Open Access
Prediction of thermal distribution and fluid flow in the domain with multi-solid structures using Cubic-Interpolated Pseudo-Particle model
Author(s) -
Quyen Nguyen,
Meisam Babanezhad,
Ali Taghvaie Nakhjiri,
Mashallah Rezakazemi,
Saeed Shirazian
Publication year - 2020
Publication title -
plos one
Language(s) - English
Resource type - Journals
SCImago Journal Rank - 0.99
H-Index - 332
ISSN - 1932-6203
DOI - 10.1371/journal.pone.0233850
Subject(s) - nanofluid , heat transfer , materials science , mechanics , particle (ecology) , fluid dynamics , flow (mathematics) , thermal , suspension (topology) , computational fluid dynamics , thermodynamics , physics , mathematics , oceanography , homotopy , pure mathematics , geology
A nanofluid is a suspension of very small solid particles in a continuous fluid with significant improvement of heat transfer characteristics in the main liquid. In general, in industrial equipment, the heat transfer rate can be improved with optimization of equipment including the domain structure and using the different types of nanofluids. Still, there is a big challenge to analyze the heat transfer and fluid circulation in the domain. Having nanofluids with experimental observation as using sensors and probes are destructive for the liquid stream and they are costly to observe the details of particles and the original fluid. Over the 20 years, different numerical methods have been implemented in the modeling of the heat and fluid distribution in industrial equipment containing nanofluids.
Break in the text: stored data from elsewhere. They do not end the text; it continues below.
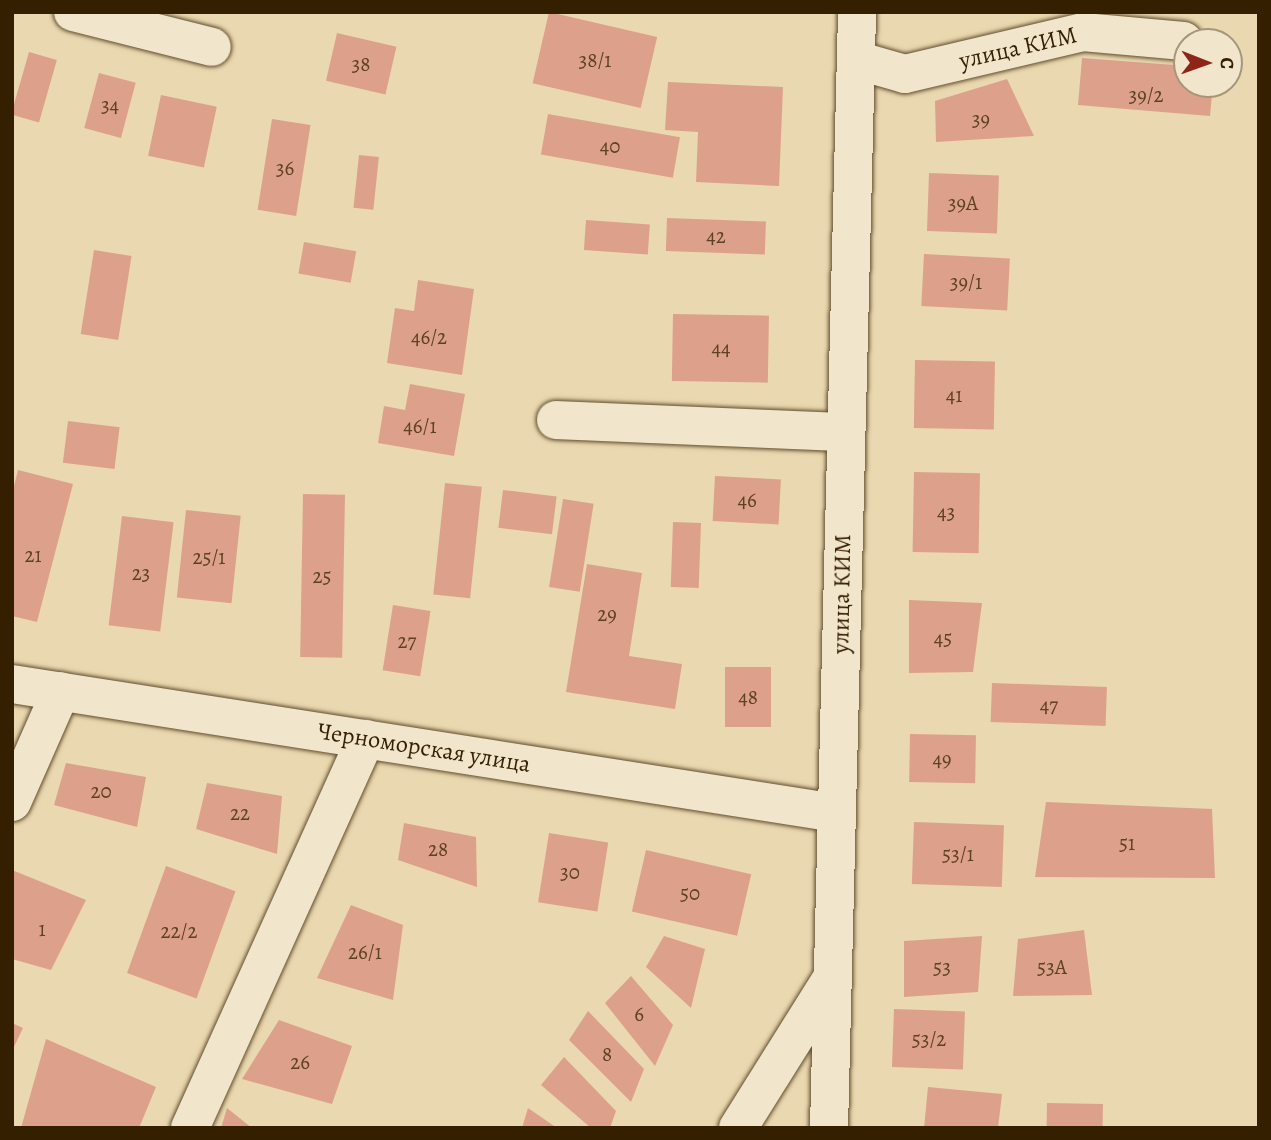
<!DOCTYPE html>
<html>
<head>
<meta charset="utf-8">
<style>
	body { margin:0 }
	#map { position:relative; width:1271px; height:1140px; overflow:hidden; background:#ead8b0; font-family:Alegreya,serif }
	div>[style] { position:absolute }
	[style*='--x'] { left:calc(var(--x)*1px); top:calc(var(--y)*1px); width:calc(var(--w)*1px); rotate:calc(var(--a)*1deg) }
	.building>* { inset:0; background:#dda18b; transform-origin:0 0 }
	.roads { filter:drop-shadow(0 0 2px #624d2c) drop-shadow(0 0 2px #624d2c) }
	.minor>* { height:38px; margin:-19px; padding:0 19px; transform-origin:19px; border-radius:19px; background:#f1e6cc }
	span { translate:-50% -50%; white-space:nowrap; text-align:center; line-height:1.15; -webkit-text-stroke:5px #f1e6cc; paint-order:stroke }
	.number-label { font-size:21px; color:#5e4023 }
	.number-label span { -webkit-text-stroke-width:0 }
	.street-label { font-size:24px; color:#341f00 }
	.frame { position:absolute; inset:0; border:14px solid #341f00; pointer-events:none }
	.north { position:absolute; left:1173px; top:28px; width:70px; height:70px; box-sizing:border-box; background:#f1e6cc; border:2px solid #a5967a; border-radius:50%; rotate:91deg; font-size:19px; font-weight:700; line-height:28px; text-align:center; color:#341f00 }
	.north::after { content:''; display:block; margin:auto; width:24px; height:32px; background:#8f2418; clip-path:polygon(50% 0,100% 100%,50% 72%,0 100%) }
</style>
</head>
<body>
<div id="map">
	<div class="building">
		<div style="left:549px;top:12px;width:111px;height:73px;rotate:13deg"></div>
		<div style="left:337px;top:33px;width:61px;height:49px;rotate:13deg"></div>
		<div style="left:29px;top:52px;width:29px;height:65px;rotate:16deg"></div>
		<div style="clip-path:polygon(1082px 58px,1187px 66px,1187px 84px,1213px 84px,1210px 116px,1078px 105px)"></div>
		<div style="left:99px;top:73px;width:38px;height:57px;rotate:15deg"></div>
		<div style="clip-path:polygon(1007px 79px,1034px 136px,936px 142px,935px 101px)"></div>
		<div style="clip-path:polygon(668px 82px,783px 87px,779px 186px,696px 182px,698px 132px,665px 130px)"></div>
		<div style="left:161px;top:95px;width:57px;height:62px;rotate:12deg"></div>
		<div style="left:548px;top:114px;width:134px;height:41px;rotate:10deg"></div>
		<div style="left:272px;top:119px;width:39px;height:92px;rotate:9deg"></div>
		<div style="left:359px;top:155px;width:20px;height:53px;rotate:6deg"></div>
		<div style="left:929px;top:173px;width:70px;height:58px;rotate:2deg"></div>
		<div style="left:667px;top:218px;width:99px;height:33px;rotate:2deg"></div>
		<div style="left:586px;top:220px;width:64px;height:30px;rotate:4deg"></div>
		<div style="left:304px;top:242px;width:53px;height:32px;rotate:10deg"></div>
		<div style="left:94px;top:250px;width:38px;height:85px;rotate:9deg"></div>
		<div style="left:924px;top:254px;width:86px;height:52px;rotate:3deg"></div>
		<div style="clip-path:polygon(418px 280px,474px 289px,462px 375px,387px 363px,395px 308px,414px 311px)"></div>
		<div style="left:673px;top:314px;width:96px;height:67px;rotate:1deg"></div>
		<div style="left:915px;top:360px;width:80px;height:68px;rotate:1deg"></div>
		<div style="clip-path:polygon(410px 384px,465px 394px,454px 456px,378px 443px,384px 406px,405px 410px)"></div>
		<div style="left:68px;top:421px;width:52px;height:42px;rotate:7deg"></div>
		<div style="clip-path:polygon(18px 470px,73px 484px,37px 622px,12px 616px,12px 494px)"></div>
		<div style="left:914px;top:472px;width:66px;height:80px;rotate:1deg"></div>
		<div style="left:715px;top:476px;width:66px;height:45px;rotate:3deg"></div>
		<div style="left:445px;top:483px;width:37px;height:112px;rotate:6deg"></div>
		<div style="left:503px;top:490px;width:54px;height:38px;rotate:7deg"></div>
		<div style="left:303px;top:494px;width:42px;height:163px;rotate:1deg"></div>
		<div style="left:563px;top:499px;width:31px;height:89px;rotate:9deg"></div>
		<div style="left:186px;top:510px;width:55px;height:88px;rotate:6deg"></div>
		<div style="left:122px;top:516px;width:52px;height:110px;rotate:7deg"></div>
		<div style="left:673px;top:522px;width:28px;height:65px;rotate:2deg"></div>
		<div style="clip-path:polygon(587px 564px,642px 573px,629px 656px,682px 664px,675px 709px,566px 692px)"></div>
		<div style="clip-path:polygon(909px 600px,982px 603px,973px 672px,909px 673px)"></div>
		<div style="left:393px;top:605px;width:38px;height:66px;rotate:9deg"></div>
		<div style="left:725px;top:667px;width:46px;height:60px"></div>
		<div style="left:992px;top:683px;width:115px;height:39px;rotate:2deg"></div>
		<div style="left:910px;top:734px;width:66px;height:48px;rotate:1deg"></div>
		<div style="clip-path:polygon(66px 763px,146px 777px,137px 827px,54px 805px)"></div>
		<div style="clip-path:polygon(207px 783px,282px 796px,277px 854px,196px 829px)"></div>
		<div style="clip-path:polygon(1046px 802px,1212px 809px,1215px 878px,1035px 877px)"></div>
		<div style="left:914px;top:822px;width:90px;height:62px;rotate:2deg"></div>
		<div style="clip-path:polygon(404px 823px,476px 837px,477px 887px,398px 860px)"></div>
		<div style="left:549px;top:833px;width:60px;height:70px;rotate:9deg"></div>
		<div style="left:646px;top:850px;width:108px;height:63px;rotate:13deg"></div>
		<div style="left:166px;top:866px;width:74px;height:114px;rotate:20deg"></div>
		<div style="clip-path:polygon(12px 870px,86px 900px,51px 970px,12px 959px)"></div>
		<div style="clip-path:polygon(351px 905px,403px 925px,393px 1000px,317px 978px)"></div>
		<div style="clip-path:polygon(1084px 930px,1092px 995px,1013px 996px,1018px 939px)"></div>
		<div style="clip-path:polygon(664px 936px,705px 949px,691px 1008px,646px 967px)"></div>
		<div style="clip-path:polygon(982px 936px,978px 992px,904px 997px,904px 941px)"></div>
		<div style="clip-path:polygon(631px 976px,673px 1025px,655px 1066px,605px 1003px)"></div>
		<div style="left:894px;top:1009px;width:71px;height:58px;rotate:2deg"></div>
		<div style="clip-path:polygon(588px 1011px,644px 1069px,631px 1102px,569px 1040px)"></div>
		<div style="clip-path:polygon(279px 1020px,352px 1046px,332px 1104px,242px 1079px)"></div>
		<div style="clip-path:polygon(12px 1023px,23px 1028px,12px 1051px)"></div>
		<div style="clip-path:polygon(46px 1039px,156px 1087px,139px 1128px,21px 1128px)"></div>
		<div style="clip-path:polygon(564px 1057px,616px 1111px,610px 1128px,591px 1128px,541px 1085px)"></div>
		<div style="clip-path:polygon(928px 1087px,1002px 1094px,998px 1128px,924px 1128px)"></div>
		<div style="left:1047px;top:1103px;width:56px;height:25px;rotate:1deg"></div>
		<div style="clip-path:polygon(227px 1108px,252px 1128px,221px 1128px)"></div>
		<div style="clip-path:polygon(528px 1108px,557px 1128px,522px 1128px)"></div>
	</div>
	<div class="roads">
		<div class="minor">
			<div style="--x:73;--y:12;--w:143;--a:14.1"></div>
			<div style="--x:856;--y:60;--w:51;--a:15.9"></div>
			<div style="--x:905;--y:74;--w:183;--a:-13.3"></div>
			<div style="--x:1083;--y:32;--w:101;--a:5.1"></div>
			<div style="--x:556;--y:420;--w:290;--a:2.4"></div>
			<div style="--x:12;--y:684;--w:834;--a:8.9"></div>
			<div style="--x:12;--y:802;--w:121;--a:-66.2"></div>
			<div style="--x:190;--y:1128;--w:427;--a:-65.7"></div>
			<div style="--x:738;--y:1128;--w:177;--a:-57.9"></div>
			<div style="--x:829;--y:1128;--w:1116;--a:-88.56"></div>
		</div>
	</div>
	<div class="number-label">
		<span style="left:595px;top:60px">38/1</span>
		<span style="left:361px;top:64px">38</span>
		<span style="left:1146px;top:95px">39/2</span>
		<span style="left:110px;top:105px">34</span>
		<span style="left:981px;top:119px">39</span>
		<span style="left:610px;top:146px">40</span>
		<span style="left:285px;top:168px">36</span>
		<span style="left:963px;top:203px">39А</span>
		<span style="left:716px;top:236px">42</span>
		<span style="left:966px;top:282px">39/1</span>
		<span style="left:429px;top:337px">46/2</span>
		<span style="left:721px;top:348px">44</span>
		<span style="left:954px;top:395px">41</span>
		<span style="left:420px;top:426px">46/1</span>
		<span style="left:747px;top:500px">46</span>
		<span style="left:946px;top:512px">43</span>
		<span style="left:33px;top:555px">21</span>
		<span style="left:209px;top:557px">25/1</span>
		<span style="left:141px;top:573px">23</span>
		<span style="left:322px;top:576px">25</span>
		<span style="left:607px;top:614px">29</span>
		<span style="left:943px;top:638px">45</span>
		<span style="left:407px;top:641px">27</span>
		<span style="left:748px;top:697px">48</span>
		<span style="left:1049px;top:705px">47</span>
		<span style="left:942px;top:759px">49</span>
		<span style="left:101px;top:791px">20</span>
		<span style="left:240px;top:813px">22</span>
		<span style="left:1127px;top:843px">51</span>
		<span style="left:438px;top:849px">28</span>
		<span style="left:958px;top:854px">53/1</span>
		<span style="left:570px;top:872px">30</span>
		<span style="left:690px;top:893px">50</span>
		<span style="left:42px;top:929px">1</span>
		<span style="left:179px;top:931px">22/2</span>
		<span style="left:365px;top:952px">26/1</span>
		<span style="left:942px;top:967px">53</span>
		<span style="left:1052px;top:967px">53А</span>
		<span style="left:639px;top:1014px">6</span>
		<span style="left:929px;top:1039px">53/2</span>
		<span style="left:607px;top:1054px">8</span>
		<span style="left:300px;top:1062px">26</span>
	</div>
	<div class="street-label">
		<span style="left:1018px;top:48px;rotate:-13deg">улица КИМ</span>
		<span style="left:842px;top:594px;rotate:-89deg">улица КИМ</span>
		<span style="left:424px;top:748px;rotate:9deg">Черноморская улица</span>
	</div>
	<div class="frame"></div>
	<div class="north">С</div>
</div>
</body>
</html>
Among all mathematical and numerical methods, Cubic-Interpolated Pseudo-Particle (CIP) model provides a strong potential in the prediction of the fluid structure and heat analysis, when there is a complex structure of thermal walls and high concentration of nanoparticles. However, this method is not frequently used by researchers in nanofluids analysis. In this study, the Cubic-Interpolated Pseudo-Particle model is applied to predict the flow in the square domain. different thermal walls (multi-solid structure) and hot cylindrical wall are specifically used to observe the fluid flow and heat distribution in the domain. Additionally, for a better understanding of the flow in the domain, different numbers of cylinders are used and also different amounts of nanofluid in the continuous fluid are added. The results show that adding more walls in the domain causes the change in the vortex structure. Furthermore, using nanofluid results in better heat transfer rate in the system. The CIP method is also a capable tool to predict the heat and fluid flow in the multi-solid structure domain.